» RAW DATA:
=== Section Start ===

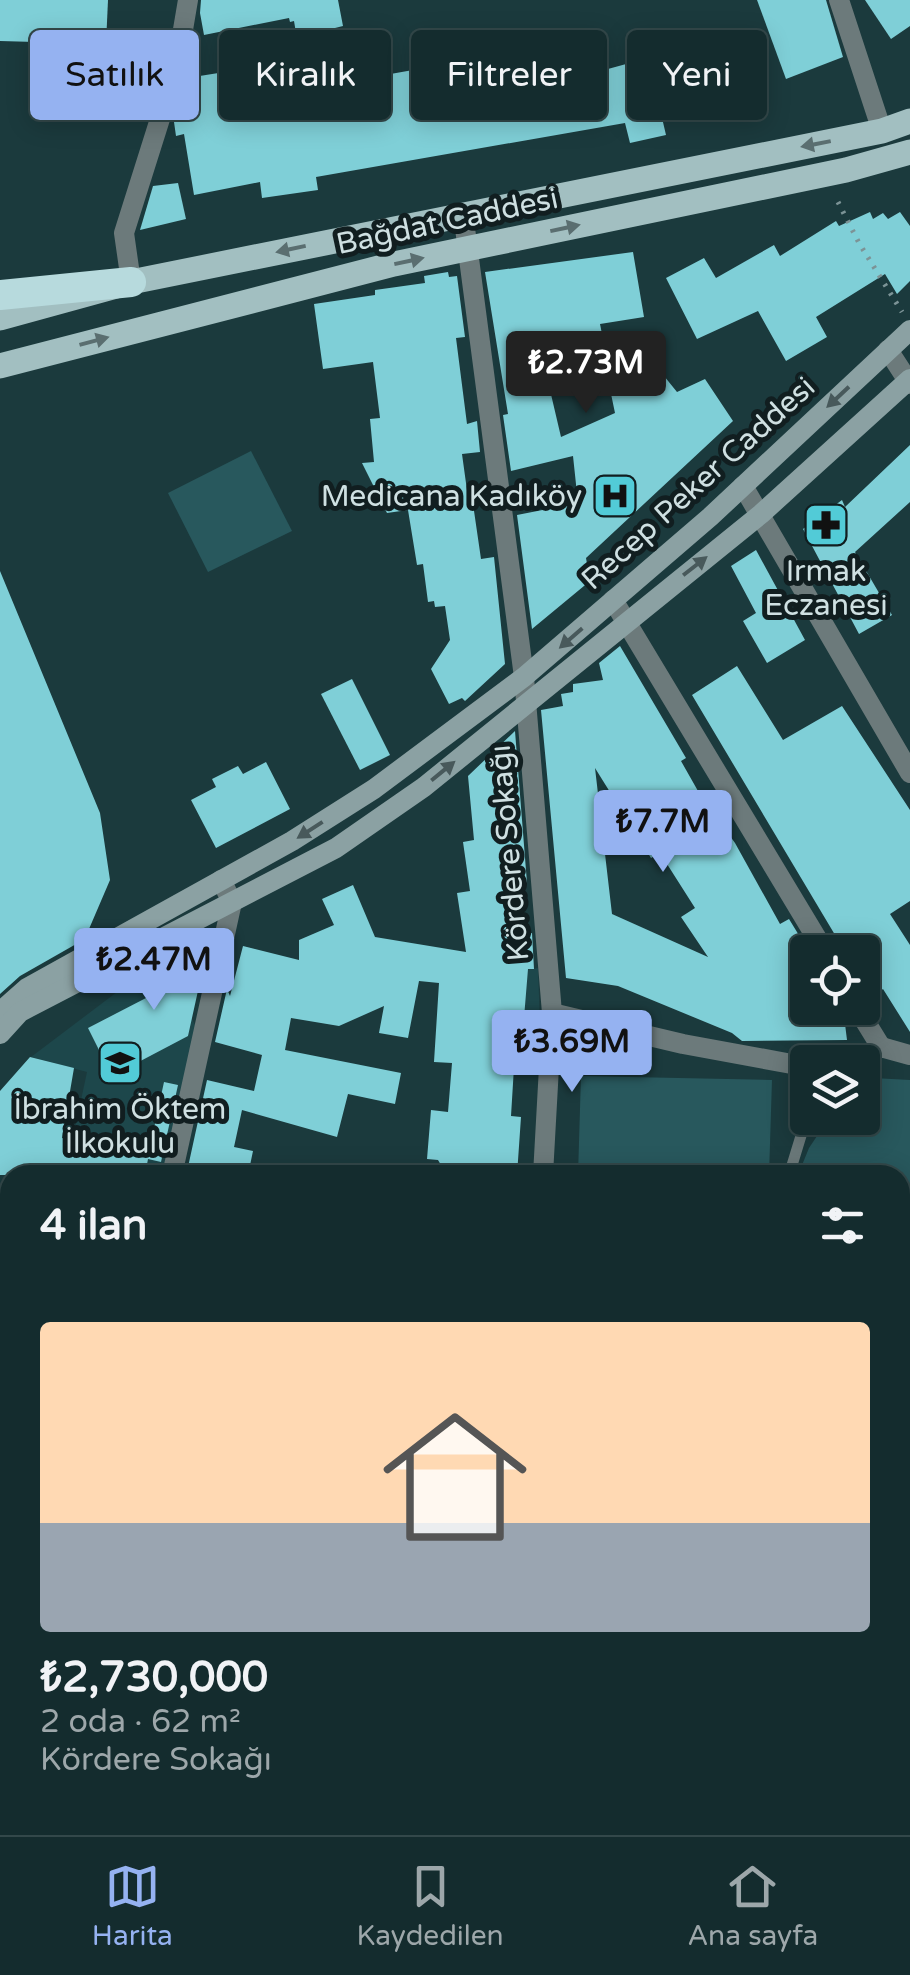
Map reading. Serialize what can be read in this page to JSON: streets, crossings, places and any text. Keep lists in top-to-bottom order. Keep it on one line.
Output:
{"streets":{"main road":["Bağdat Caddesi","Recep Peker Caddesi"],"street":["Kördere Sokağı"]},"crossings":[["Recep Peker Caddesi","Kördere Sokağı"]],"places":{"hospital":["Medicana Kadıköy"],"pharmacy":["Irmak Eczanesi"],"school or university":["İbrahim Öktem İlkokulu"]},"page":{"chip":["Satılık","Kiralık","Filtreler","Yeni"],"price":["₺2.73M","₺7.7M","₺2.47M","₺3.69M"],"heading":"4 ilan","list":[{"name":"₺2,730,000","note":"2 oda · 62 m² · Kördere Sokağı"}],"tabs":["Harita","Kaydedilen","Ana sayfa"]}}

=== Section End ===

» ABOUT THIS EXERCISE: Quote everything in the listing above exactly; pictures are the only thing to omit.

» TASK RESPONSE:
Map reading. Serialize what can be read in this page to JSON: streets, crossings, places and any text. Keep lists in top-to-bottom order. Keep it on one line.
Output:
{"streets":{"main road":["Bağdat Caddesi","Recep Peker Caddesi"],"street":["Kördere Sokağı"]},"crossings":[["Recep Peker Caddesi","Kördere Sokağı"]],"places":{"hospital":["Medicana Kadıköy"],"pharmacy":["Irmak Eczanesi"],"school or university":["İbrahim Öktem İlkokulu"]},"page":{"chip":["Satılık","Kiralık","Filtreler","Yeni"],"price":["₺2.73M","₺7.7M","₺2.47M","₺3.69M"],"heading":"4 ilan","list":[{"name":"₺2,730,000","note":"2 oda · 62 m² · Kördere Sokağı"}],"tabs":["Harita","Kaydedilen","Ana sayfa"]}}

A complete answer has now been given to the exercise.